In genetics, a locus is the position of a gene on a chromosome. Genes are located on chromosomes in a linear fashion, and each gene, or one of its alleles, have precise locations or loci on chromosomes. The exact chromosomal address of a gene may look something like “1p34.2”, where “1” designates the chromosome number, “p” designates the long arm or the short arm, and “34.2” is the exact location of the gene on that chromosomal arm. These numerical positions can be seen using a microscopically viewable ideogram of chromosomes that have been stained using one of several staining techniques like Giemsa Banding (G banding). By G-Banding chromosomes in metaphase, individual areas of chromosome absorb chemicals differently, giving chromosomes their banded appearance; then numbers and letters are used to pinpoint [Page 1028]exact locations of genes. If a higher-resolution banding is used, sub-bands and sub-sub-bands become visible. Sometimes, groups of genes occupy larger areas on chromosomes, and their location may be given as “11q14-q21” which is the OCA1 gene. This means that the genes extend from band q14 to band q21.

The distance between two loci is a very important parameter in clinical genetics. It gives us critical information on linkage between two or more genes, where linkage is the probability for neighboring alleles on a common chromosome to be transmitted together, as an intact unit, through meiosis. Linkage is the only method that allows us to create gene maps and trace disease genes along family generations. The distance between loci is the only predictor of genetic linkage.

Genetic distance is measured in units called centiMorgans (cM), which is defined as the genetic length over which, on average, one observes recombination 1 percent of the time. To measure distance between two loci, we need to know two variables: the recombination fraction between the two loci, and whether this recombination fraction deviates from 0.5. From these two variables, we can compute the lod score (Z) for “logarithmic of the odds.” Positive values of Z (odds>1) suggest the loci are linked, and negative values (odds<1) suggest loci are unlinked.

Genes located on a chromosome are not necessarily linked. These are called syntenic loci regardless of how far apart they are from each other, or how close together they lie on the chromosome.
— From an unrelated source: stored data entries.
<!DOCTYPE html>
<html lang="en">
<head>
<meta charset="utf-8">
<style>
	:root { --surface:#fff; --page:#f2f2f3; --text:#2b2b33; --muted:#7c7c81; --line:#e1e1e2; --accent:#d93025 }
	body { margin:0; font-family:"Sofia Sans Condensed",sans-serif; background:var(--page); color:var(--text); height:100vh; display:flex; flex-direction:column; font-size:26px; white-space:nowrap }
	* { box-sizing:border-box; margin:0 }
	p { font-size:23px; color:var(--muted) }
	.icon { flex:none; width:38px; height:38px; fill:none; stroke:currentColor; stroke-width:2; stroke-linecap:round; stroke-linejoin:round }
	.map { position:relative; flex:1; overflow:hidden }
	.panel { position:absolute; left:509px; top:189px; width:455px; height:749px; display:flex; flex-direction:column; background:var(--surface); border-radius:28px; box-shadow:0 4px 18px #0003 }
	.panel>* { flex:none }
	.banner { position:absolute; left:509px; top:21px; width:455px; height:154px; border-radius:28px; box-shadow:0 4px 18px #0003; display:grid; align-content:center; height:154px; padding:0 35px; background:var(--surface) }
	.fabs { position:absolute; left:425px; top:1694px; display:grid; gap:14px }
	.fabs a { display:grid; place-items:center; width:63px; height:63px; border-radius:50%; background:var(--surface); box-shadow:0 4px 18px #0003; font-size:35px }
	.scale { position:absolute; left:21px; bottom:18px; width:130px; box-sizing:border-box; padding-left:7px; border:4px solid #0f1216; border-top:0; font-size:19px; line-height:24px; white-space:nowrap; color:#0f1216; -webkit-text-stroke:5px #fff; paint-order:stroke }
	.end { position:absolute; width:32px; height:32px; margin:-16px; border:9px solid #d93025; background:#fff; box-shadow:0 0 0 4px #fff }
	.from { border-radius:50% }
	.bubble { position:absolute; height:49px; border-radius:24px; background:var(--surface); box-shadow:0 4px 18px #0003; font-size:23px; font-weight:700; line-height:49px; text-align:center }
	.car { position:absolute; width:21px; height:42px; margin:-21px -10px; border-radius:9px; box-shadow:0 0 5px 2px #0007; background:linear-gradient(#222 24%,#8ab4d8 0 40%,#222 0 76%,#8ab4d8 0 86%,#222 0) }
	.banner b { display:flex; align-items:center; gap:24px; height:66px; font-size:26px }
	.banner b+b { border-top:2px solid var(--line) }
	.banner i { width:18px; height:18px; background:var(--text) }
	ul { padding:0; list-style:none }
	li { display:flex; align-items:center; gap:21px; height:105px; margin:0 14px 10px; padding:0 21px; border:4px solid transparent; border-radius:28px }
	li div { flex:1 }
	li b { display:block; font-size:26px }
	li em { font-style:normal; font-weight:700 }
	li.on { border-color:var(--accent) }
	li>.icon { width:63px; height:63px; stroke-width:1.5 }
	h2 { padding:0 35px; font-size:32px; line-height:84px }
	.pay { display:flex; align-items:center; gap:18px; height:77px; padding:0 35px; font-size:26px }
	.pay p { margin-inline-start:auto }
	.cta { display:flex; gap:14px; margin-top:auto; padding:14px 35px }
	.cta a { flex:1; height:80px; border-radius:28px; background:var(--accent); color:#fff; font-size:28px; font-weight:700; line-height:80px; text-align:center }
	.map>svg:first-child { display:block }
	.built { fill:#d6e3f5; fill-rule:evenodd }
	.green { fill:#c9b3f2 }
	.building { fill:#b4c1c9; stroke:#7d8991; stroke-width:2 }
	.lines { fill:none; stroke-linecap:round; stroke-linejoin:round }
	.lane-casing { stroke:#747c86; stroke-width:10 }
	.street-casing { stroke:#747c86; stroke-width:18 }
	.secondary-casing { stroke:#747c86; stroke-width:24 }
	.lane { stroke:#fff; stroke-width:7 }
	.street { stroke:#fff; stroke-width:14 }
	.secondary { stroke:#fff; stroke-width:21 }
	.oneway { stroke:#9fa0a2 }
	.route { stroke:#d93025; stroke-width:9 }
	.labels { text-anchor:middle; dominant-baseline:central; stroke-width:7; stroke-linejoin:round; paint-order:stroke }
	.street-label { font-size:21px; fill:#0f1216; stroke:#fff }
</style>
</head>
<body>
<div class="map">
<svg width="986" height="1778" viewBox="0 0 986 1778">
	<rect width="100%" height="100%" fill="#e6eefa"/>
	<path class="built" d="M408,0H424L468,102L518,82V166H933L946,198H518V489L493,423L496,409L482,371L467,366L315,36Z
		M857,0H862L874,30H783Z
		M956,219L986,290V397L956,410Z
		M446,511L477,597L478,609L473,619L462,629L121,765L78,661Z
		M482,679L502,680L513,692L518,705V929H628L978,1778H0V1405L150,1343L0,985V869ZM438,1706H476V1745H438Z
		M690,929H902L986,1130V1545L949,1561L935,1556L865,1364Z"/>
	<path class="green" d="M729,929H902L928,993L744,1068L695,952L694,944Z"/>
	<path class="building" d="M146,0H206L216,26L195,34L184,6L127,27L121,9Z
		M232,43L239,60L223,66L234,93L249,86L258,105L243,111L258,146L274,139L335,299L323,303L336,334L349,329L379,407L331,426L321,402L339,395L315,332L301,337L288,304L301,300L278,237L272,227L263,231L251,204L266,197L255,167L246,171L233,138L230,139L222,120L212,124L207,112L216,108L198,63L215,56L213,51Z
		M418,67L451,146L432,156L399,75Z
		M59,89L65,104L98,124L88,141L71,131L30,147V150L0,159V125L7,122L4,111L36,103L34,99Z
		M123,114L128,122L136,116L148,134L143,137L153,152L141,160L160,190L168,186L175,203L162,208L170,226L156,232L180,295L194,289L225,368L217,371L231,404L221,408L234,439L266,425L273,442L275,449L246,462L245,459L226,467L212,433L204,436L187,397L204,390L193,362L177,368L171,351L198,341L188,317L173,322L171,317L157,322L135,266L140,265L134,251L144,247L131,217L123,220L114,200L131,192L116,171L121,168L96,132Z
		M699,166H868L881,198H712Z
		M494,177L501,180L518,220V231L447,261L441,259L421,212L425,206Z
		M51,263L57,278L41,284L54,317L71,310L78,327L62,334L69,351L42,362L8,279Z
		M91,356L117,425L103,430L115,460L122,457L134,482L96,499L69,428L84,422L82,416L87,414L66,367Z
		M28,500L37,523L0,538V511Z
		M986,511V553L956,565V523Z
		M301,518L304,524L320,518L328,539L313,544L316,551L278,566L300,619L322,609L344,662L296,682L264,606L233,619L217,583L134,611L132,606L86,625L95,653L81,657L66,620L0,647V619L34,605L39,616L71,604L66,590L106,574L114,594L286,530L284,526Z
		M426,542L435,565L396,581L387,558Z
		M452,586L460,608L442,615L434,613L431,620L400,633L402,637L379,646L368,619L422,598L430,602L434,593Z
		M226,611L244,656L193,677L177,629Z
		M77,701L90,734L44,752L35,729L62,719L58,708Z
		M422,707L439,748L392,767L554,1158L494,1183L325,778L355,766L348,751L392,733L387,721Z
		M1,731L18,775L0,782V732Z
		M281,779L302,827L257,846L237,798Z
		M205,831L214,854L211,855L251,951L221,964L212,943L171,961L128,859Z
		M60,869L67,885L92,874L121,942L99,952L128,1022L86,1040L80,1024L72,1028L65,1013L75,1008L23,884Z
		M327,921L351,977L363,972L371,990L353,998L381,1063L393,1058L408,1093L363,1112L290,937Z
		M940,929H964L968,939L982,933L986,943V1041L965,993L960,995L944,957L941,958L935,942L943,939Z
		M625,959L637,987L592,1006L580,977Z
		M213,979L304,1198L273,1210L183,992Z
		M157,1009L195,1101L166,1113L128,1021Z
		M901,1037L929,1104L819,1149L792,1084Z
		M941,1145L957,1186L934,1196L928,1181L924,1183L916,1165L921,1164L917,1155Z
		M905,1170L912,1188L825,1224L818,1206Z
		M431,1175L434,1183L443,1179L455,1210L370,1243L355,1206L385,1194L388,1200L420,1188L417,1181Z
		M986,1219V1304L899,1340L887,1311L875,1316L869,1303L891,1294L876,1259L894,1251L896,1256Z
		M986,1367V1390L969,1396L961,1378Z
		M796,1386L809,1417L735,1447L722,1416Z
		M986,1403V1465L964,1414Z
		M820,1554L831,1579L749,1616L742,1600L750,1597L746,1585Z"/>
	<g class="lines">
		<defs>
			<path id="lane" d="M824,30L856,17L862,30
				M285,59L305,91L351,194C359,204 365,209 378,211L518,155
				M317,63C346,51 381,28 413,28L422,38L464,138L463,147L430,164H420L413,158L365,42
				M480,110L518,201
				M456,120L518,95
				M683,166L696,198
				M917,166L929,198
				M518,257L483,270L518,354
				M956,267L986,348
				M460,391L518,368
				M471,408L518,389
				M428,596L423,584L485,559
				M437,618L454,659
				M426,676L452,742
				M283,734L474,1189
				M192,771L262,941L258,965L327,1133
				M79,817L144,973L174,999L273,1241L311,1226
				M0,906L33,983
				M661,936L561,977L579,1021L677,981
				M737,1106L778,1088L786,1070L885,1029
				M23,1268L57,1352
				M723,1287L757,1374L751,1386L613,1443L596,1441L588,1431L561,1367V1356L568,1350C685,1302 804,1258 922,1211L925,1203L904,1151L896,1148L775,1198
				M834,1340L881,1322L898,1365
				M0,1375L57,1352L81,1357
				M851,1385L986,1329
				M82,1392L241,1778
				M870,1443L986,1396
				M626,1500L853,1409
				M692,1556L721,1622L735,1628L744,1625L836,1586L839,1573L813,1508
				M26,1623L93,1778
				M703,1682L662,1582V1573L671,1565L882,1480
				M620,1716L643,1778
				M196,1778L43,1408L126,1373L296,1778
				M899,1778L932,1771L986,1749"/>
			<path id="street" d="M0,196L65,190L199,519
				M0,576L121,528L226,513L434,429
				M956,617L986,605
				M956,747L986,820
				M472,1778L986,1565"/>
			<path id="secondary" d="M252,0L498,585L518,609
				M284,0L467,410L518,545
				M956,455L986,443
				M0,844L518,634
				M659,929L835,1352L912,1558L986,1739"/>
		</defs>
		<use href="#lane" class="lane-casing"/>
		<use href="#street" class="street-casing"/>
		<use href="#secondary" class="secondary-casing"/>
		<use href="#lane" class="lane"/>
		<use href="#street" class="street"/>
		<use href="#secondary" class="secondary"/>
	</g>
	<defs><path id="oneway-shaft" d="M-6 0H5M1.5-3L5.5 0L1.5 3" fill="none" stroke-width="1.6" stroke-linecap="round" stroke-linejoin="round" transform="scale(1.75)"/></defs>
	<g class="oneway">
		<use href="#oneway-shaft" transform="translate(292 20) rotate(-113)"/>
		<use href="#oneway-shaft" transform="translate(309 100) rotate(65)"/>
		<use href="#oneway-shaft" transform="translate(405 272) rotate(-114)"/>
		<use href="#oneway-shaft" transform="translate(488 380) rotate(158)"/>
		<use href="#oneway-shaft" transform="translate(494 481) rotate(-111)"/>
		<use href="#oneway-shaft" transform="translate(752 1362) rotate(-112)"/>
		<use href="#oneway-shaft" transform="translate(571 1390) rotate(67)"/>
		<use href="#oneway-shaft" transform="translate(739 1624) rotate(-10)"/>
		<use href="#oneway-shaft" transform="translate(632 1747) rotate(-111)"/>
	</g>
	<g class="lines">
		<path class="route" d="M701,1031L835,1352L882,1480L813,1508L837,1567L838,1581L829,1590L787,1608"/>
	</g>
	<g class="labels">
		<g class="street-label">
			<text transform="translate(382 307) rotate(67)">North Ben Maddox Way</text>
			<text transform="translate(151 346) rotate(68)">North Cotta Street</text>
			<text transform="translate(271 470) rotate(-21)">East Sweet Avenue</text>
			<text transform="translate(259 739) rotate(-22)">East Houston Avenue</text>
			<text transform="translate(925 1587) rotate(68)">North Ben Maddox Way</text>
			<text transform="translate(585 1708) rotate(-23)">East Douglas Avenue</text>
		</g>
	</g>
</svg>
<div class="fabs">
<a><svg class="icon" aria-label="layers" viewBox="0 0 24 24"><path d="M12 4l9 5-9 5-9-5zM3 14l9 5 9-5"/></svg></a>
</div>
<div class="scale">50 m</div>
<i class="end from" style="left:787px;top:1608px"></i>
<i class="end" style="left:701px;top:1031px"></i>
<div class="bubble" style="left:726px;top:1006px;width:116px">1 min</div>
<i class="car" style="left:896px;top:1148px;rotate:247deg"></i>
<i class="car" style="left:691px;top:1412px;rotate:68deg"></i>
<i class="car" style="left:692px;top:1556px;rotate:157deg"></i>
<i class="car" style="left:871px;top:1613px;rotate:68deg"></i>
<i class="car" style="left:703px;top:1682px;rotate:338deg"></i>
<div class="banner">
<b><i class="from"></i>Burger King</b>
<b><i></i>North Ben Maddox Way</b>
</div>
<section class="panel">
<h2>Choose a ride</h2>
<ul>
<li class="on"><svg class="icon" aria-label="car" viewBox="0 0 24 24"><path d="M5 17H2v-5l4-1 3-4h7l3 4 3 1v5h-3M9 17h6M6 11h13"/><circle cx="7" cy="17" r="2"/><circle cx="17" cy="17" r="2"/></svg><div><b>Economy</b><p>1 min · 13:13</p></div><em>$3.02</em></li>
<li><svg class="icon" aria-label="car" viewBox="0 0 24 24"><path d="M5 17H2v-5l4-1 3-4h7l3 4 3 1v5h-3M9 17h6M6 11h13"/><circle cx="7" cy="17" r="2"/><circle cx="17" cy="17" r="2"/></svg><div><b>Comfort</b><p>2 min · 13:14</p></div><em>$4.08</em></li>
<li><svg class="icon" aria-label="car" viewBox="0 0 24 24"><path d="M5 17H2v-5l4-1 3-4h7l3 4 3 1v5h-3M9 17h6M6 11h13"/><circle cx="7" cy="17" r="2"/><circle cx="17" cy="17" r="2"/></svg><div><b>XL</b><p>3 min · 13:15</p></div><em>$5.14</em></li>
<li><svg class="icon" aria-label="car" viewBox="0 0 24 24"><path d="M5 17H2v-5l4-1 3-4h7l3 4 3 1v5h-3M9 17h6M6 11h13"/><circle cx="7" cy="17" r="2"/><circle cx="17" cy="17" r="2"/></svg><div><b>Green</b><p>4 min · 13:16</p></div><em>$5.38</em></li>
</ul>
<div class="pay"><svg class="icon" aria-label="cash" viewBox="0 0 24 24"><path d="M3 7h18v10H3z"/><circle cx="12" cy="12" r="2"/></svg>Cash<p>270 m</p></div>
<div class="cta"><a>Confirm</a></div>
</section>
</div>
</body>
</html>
If two syntenic loci are so far apart that there is going to be at least one crossover between them with every meiosis, recombinant and nonrecombinant genotypes will occur in the offspring in equal proportions and the two loci will appear to be unlinked just as if the loci were on separate chromosomes. Locus heterogeneity is a situation in which identical clinical symptoms are caused by abnormalities at two or more genetic loci. If locus heterogeneity is unrecognized, it can confound genetic linkage analysis and give the false impression that a marker is unlinked to a disease locus when in fact it may be linked, but only in a subgroup of all families analyzed.